Stoats have slim chestnut coloured bodies with lighter underparts and short black tipped tails. They are solitary and very territorial only coming together during the breeding season.  Although they mate during the summer the fertilised egg is not implanted until spring of the following year and the young are born 3 – 4 weeks later. The female raises the young alone often using old rabbit burrows which she lines with fur, grass and leaves.  The young do not open their eyes for the first 4 – 5 weeks.  By 12 weeks they are fully independent and able to kill their own prey but may well stay in their family group for some time hunting and playing together.  When hunting stoats may travel as far as 5 miles and reach speeds of 20mph.  They are fierce predators killing animals much larger than themselves.  Often when approaching a group of prey animals they will leap, spin and twist gradually getting closer to the transfixed prey. The next minute they pounce!  As their main food is rabbits the size of the stoat population depends on the abundance of rabbits although they do take other small mammals, birds, eggs, worms, large insects and carrion.  The main danger to the stoat is starvation in winter, predation by larger carnivores and being killed on the roads. Their average life span is 1½ years but they can live for up to 7 years.

Did You Know?

  • Baby stoats are called kittens and a group of stoats is called a caravan.
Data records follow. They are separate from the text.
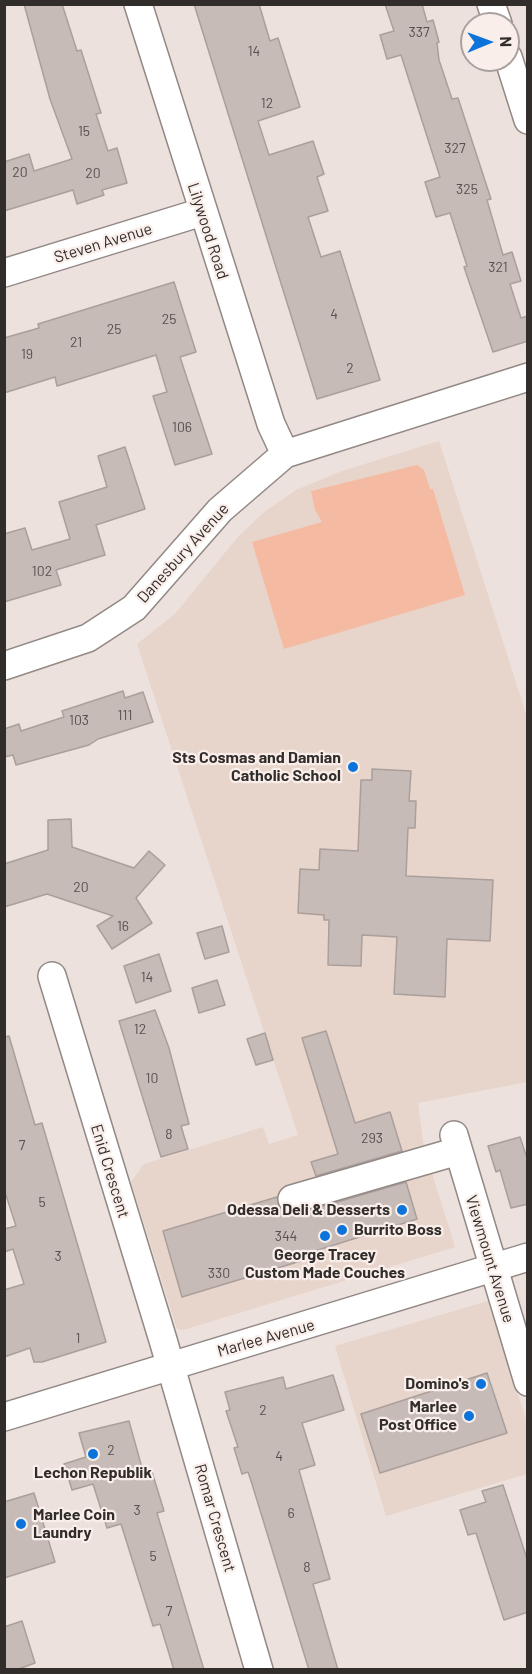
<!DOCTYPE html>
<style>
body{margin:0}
#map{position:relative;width:532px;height:1674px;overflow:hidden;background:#ece1dc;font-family:Barlow,sans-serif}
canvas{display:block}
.frame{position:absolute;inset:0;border:6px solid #312d2b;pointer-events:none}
.north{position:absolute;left:460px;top:12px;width:60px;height:60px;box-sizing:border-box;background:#f9eee9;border:2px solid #a9a19d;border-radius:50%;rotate:89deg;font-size:16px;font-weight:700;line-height:24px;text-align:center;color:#312d2b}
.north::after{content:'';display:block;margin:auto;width:21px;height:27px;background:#0c73db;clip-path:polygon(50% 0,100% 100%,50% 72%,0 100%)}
</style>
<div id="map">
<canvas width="532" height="1674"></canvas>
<div class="frame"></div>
<div class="north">N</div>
</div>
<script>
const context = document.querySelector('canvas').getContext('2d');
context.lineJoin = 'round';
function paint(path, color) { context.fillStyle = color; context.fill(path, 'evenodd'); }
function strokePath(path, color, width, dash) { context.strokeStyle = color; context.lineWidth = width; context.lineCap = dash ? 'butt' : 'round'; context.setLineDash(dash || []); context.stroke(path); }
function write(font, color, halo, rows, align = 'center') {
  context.font = font + ' Barlow,sans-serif'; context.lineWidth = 4.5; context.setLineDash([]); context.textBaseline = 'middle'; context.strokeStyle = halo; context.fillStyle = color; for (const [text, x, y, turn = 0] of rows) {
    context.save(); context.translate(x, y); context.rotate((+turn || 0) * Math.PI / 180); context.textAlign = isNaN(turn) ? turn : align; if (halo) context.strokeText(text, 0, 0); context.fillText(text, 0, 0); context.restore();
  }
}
paint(new Path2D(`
 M439,441L527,717V1082L418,1103L424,1148L455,1247L183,1330L177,1329L131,1182L144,1164L263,1127L269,1144L298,1135L137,644L175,614L237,538L263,513L296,490L342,471Z
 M488,1301L527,1423V1474L386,1516L335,1346Z`), '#e7d4cb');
paint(new Path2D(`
 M417,465L424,470L430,489H433L465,595L284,649L252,542L322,522L315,510L311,491Z`), '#f5bba2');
const building = new Path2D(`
 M24,4H62L77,51L81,50L101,113L96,114L108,151L117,148L127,183L102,190L104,195L77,204L73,190L4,211V162L29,154L34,171L72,159L50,99Z
 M194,4H259L270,41L278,38L300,107L258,121L269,155L313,141L324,174L317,177L328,211L308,217L321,257L340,251L380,380L317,399Z
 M385,4H422L427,22L433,20L439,42L437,43L439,60L452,99L458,98L491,199L487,200L503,255L512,252L521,281L510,284L521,318L528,316V341L493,352L464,267L467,266L450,213L436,217L425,182L440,177L401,55L387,59L380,35L394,31Z
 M174,282L196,352L180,357L212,454L175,465L153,396L167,392L156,355L57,386L55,377L4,393V338L39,328L38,324Z
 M125,447L145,509L96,525L105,555L56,570L61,585L4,602V534L25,528L32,550L70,539L59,502L107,487L98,456Z
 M123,691L125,698L143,692L153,722L98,739L89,745L16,765L13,755L4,757V729L19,724L21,731L64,717L62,711Z
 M372,769L411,771L409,801H416L415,828H408L406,876L493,880L490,941L447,939L445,997L394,994L397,937L362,935L361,966L328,965L329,920H324V915L298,913L300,869L319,870L320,849L358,851L361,780H372Z
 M71,819L72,847L134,868L149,851L165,865L136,898L152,923L112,949L97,926L113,916L47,894L4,907V864L48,850V820Z
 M222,926L229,952L205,959L197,933Z
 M159,954L171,991L136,1003L124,966Z
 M217,980L225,1005L199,1013L192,988Z
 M155,1010L169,1048L189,1124L181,1126L188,1149L161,1157L119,1021Z
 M326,1031L355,1123L390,1112L402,1151L316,1176L311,1162L338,1154L302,1038Z
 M265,1033L273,1060L256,1065L247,1039Z
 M9,1036L35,1125L42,1123L106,1342L42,1362H34L30,1348L4,1357V1290L24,1284L13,1249L4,1252V1229L16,1226L4,1189V1037Z
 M520,1137L528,1161V1204L511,1208L500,1170L496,1172L488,1146Z
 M406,1182L417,1219L302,1255L304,1260L182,1297L163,1231L277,1197L282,1211L296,1214Z
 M487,1373L507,1433L380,1473L361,1414Z
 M333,1375L344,1410L302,1423L315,1465L299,1470L330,1579L313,1584L338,1670H309L252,1484L248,1472L242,1474L234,1448L238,1447L226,1411L230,1410L225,1392L283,1377L286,1389Z
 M129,1421L144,1475L152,1472L164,1511L157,1513L204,1670H174L160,1624L153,1626L121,1524L107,1528L93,1484L72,1490L64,1464L86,1457L79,1433Z
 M503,1485L528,1562V1612L504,1620L476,1533L468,1535L460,1510L486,1502L482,1491Z
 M34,1493L55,1562L4,1578V1502Z
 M22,1621L35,1663L16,1670H4V1627Z`);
paint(building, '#c6bbb7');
strokePath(building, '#aa9f9b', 1.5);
const minor = new Path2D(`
 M138,4L271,424L285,454
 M491,4L498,24
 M508,57L528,120
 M4,273L202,212
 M4,666L88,638L134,608L220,510L285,454L528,377
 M52,976L163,1340L259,1670
 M454,1135L528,1382
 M292,1199L458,1151
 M4,1417L528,1257`);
strokePath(minor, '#928884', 30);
strokePath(minor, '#fff', 27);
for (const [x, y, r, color] of [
 [353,767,6,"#0c73db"],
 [402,1210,6,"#0c73db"],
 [342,1230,6,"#0c73db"],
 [325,1236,6,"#0c73db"],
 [481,1384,6,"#0c73db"],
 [469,1416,6,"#0c73db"],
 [93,1454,6,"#0c73db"],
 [21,1524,6,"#0c73db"]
]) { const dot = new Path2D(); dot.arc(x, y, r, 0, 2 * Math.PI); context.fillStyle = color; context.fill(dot); strokePath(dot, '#f9eee9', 2); }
write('14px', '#56504e', null, [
 ["337",419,32],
 ["14",254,51],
 ["12",267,103],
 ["15",84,131],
 ["327",455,148],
 ["20",20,172],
 ["20",93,173],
 ["325",467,189],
 ["321",498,267],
 ["4",334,314],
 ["25",169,319],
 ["25",114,329],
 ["21",76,342],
 ["19",27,354],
 ["2",350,368],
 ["106",182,427],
 ["102",42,571],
 ["111",125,715],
 ["103",79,720],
 ["20",81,887],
 ["16",123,926],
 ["14",147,977],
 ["12",140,1029],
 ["10",152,1078],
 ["8",169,1134],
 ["293",372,1138],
 ["7",22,1145],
 ["5",42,1202],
 ["344",286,1236],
 ["3",58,1256],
 ["330",219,1273],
 ["1",78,1338],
 ["2",263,1410],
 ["2",111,1450],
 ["4",279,1456],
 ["3",137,1510],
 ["6",291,1513],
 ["5",153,1556],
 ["8",307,1567],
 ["7",169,1611]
]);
write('16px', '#312d2b', '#f9eee9', [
 ["Lilywood Road",208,231,72],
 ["Steven Avenue",103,243,-17],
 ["Danesbury Avenue",183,553,-48],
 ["Enid Crescent",110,1171,73],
 ["Viewmount Avenue",490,1259,73],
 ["Marlee Avenue",266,1338,-16],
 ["Romar Crescent",215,1518,74]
]);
write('bold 16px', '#312d2b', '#f9eee9', [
 ["Sts Cosmas and Damian",341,758],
 ["Catholic School",341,776],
 ["Odessa Deli & Desserts",390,1210],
 ["Burrito Boss",354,1230,"left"],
 ["George Tracey",325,1255,"center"],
 ["Custom Made Couches",325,1273,"center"],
 ["Domino's",469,1384],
 ["Marlee",457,1407],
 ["Post Office",457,1425],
 ["Lechon Republik",93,1473,"center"],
 ["Marlee Coin",33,1515,"left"],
 ["Laundry",33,1533,"left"]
], 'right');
</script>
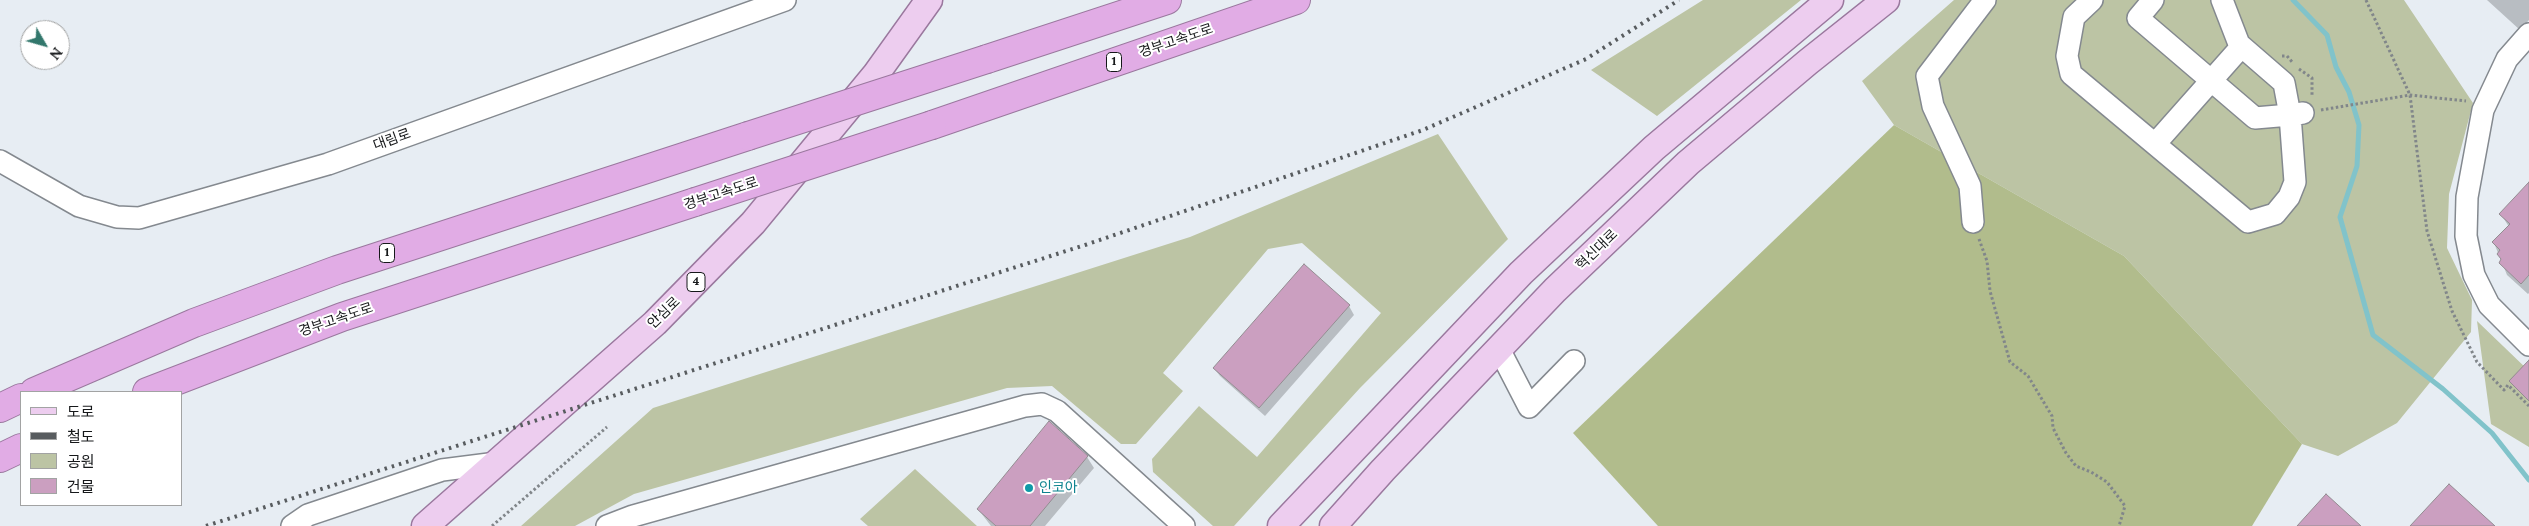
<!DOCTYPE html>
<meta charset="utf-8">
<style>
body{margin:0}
#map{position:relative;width:2529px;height:526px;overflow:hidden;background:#e7edf3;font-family:Lora,"Noto Sans KR",serif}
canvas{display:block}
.legend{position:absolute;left:20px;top:391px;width:162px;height:115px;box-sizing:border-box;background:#fff;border:1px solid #a2a3a3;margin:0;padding:6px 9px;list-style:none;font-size:15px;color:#16181a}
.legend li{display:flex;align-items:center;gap:10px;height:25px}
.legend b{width:25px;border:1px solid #a2a3a3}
.north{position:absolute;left:20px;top:20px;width:50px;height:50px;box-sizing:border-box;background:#fff;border:1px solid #a2a3a3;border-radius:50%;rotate:128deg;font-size:14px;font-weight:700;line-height:20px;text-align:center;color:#16181a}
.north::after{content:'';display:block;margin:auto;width:18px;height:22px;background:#32776c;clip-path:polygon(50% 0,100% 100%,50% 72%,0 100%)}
</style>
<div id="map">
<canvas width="2529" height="526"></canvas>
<ul class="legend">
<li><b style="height:6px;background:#edcdef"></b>도로</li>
<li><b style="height:6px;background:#585c5f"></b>철도</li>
<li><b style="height:14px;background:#bcc4a4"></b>공원</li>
<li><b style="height:14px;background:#cb9fc0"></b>건물</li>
</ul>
<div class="north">N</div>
</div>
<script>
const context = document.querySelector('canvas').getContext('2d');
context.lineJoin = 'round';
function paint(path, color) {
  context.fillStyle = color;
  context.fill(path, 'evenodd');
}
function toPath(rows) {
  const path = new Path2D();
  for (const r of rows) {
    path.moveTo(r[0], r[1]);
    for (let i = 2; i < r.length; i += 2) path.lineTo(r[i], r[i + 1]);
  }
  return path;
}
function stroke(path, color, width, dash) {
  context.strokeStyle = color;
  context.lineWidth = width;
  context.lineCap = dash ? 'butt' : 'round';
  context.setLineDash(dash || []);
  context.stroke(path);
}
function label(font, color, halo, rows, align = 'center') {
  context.font = font + ' Lora,"Noto Sans KR",serif';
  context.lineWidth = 4;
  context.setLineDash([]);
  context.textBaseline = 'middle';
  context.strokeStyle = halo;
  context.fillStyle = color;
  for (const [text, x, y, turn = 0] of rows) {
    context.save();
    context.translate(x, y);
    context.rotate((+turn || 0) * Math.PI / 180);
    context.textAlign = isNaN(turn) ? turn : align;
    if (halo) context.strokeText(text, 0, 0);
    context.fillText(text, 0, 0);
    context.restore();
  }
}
const green = toPath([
 [1703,0,1801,0,1657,116,1591,70],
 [1954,0,2404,0,2473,103,2449,194,2447,248,2472,300,2471,332,2397,423,2338,456,2302,444,2124,256,1894,125,1862,81],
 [1438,134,1508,239,1360,388,1234,526,1213,526,1153,472,1152,459,1199,406,1257,457,1381,313,1302,243,1268,249,1163,373,1183,391,1136,444,1121,444,1052,386,1007,388,634,494,575,526,521,526,653,408,1190,237],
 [2477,321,2529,371,2529,447,2491,424],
 [915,469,966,516,977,526,868,526,860,519]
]);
const forest = toPath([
 [1894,125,2124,256,2302,444,2252,526,1658,526,1573,433]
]);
const shadow = toPath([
 [2487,0,2529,0,2529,20,2520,30],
 [2529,184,2529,293,2528,294,2507,275,2494,243,2509,227,2501,214],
 [1349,306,1354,315,1265,416,1220,376,1214,368],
 [1049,423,1087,457,1094,468,1045,526,991,526,978,509]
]);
const stream = toPath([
 [2293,0,2327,35,2336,67,2349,92,2359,125,2357,166,2340,217,2373,335,2443,389,2492,433,2529,480]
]);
const building = toPath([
 [2529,182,2529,275,2521,284,2499,263,2501,259,2497,254,2500,250,2492,242,2510,224,2499,214,2529,182],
 [1304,264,1350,305,1259,408,1213,368,1304,264],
 [2529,360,2529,401,2509,381,2529,360],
 [1049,421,1088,456,1030,526,996,526,977,509,1049,421],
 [2449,484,2495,526,2410,526,2449,484],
 [2326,494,2361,526,2297,526,2326,494]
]);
const path = toPath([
 [2366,0,2410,95,2427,231,2452,311,2477,362,2504,390,2508,385,2529,406],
 [2282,56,2287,56,2293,63],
 [2299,69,2312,78,2312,96],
 [2321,110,2410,95,2466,101],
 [1979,239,1987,261,1990,291,2010,362,2028,376,2052,416,2053,428,2066,453,2076,466,2091,472,2107,482,2125,506,2119,526],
 [492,526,607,427]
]);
const minor = toPath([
 [2092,0,2074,17,2067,56,2071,74,2248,222,2275,214,2289,197,2295,182,2290,115,2303,113],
 [2153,0,2138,18,2255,118,2290,115,2284,83,2239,44,2222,0],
 [2529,34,2507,59,2483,110,2467,197,2466,236,2474,275,2489,305,2529,345],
 [2155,144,2241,47],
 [0,161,79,206,117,217,139,218,328,164,785,0],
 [1973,222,1970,186,1933,106,1927,76,1985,0],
 [1499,349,1529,407,1574,361],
 [292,526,308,515,442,470,497,463],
 [607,526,633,516,1025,406,1042,404,1057,411,1184,526]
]);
const major = toPath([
 [425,526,655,323,753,223,876,74,929,0],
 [1281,526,1521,273,1654,148,1830,0],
 [1333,526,1383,470,1555,290,1688,163,1808,62,1886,0]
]);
const highway = toPath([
 [987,59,1167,0],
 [932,125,1296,0],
 [34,392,194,323,337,270,748,136],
 [147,392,342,317,695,202],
 [0,408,21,398],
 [0,458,21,448]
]);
const rail = toPath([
 [206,526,1085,245,1423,130,1586,59,1679,0]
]);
const highwayBridge = toPath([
 [748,136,987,59],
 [695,202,932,125]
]);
const markers = [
 [1029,488,5,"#0f9aa8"]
];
const shields = [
 [1114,62,15],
 [387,253,15],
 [696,282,18]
];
const shieldNames = [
 ["1",1114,62],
 ["1",387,253],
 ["4",696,282]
];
const streetNames = [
 ["경부고속도로",1176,41,-19],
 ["대림로",392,140,-20],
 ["경부고속도로",721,194,-18],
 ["혁신대로",1597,250,-44],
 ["안심로",664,313,-44],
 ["경부고속도로",336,320,-19]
];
const cultureNames = [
 ["인코아",1039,488]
];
paint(green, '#bcc4a4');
paint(forest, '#b1bc8c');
paint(shadow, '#0003');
stroke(stream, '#81c3ca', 5);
paint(building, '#cb9fc0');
stroke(building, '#938c91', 1);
stroke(minor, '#84898f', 24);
stroke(major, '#9a789e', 29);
stroke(highway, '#9a789e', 30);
stroke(path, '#81868a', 3, [2.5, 2.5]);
stroke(minor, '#fff', 21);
stroke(major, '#edcdef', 26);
stroke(highway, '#e1ace5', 28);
stroke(rail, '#585c5f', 4, [2.5, 5]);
stroke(highwayBridge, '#9a789e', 30, []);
stroke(highwayBridge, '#e1ace5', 28);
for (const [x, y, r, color] of markers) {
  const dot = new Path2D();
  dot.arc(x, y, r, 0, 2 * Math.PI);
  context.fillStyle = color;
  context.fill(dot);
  stroke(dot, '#fff', 2);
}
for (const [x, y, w] of shields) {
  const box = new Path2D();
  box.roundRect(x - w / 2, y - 9.5, w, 19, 4);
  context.fillStyle = '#fff';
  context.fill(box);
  stroke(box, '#16181a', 1);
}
label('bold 12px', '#16181a', null, shieldNames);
label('14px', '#16181a', '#fff', streetNames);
label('14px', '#0d838f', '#fff', cultureNames, 'left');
</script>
  • Stoats kill their prey with a bite to the back of the neck. If there is a surplus of food they will often break the neck of their prey instead so they can store it and presumably it will last longer.
  • Stoats communicate through scent and it is believed they can tell the sex, age and health of prey animals by their scent.
  • Ermine, the white winter coat of the stoat, used to be seen as a symbol of high status and was not only worn by royalty around Europe and Britain but also by Members of the House of Lords and academics of Oxford and Cambridge who saw it as a sign they were equal to nobility.